The Most Underrated Movies of 2017

a cure for wellness underrated

4. A Cure for Wellness

Not everything in Gore Verbinski‘s absolutely batshit horror opera A Cure for Wellness works, but good lord, does this movie deserve more praise and attention. In an era where studios continually play things safe and pump out the same sort of movies over and over again, someone decided to give Verbinski a ton of money to make a big, weird, expensive-looking movie about people having eels shoved down their throats.

Full of gothic melodrama and eye-popping visuals that belong in frames on museum walls, A Cure for Wellness thinks that modern society is a sickness, and the only real cure for it is…eels? Incest? Water? Who the hell knows! I’m not going to sit here and say that A Cure for Wellness makes a lot of sense. But I will never tire of singing this film’s praises – it’s a bold, audacious, weird movie, and the film landscape as a whole could use a lot more of that.

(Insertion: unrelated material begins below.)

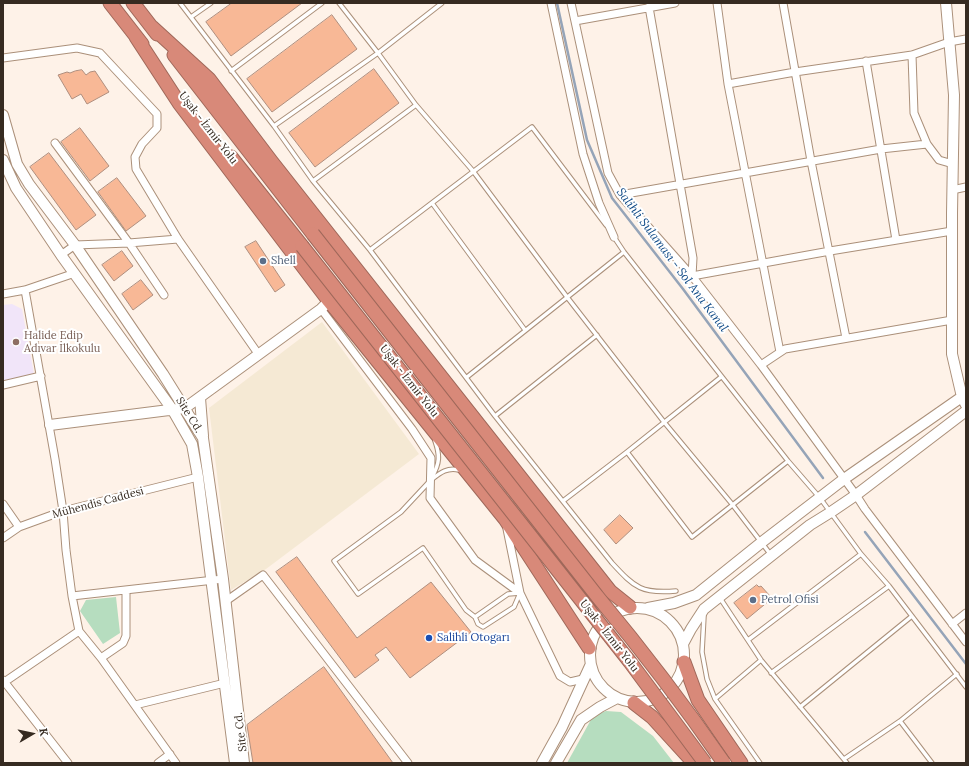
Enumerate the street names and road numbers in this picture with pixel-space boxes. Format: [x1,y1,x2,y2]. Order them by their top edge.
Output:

The perennially miscast Dane DeHaan is a corporate climber who ends up in a big, beautiful castle while trying to find a missing coworker. What he finds instead is a community of gloriously oblivious old people who are happy to spend the rest of their days wearing robes and wandering the picturesque castle grounds. Oh, also, there’s a very pale, perpetually barefoot girl (Mia Goth), who may or may not be insane, a ghost, or something else entirely. Things get increasingly strange, and Verbinski stages one unpleasant moment after another, including a scene of emergency dentistry that will make you squirm. I’d rather have an entire year’s worth of unconventional, risk-taking films like A Cure for Wellness than another predictable superhero movie.

mother underrated

3. mother!

Audiences and critics alike hated Darren Aronofsky‘s over-the-top head-trip mother!, and while I certainly can’t fault folks for not having any patience for the lunacy Aronofsky is peddling here, I do wish people had approached the film with a more open mind. Yes, mother! can sometimes seem pretentious, and yes, Jennifer Lawrence probably wasn’t the right choice for the lead, but this is such a unique, risk-taking film that it deserves to be reappraised.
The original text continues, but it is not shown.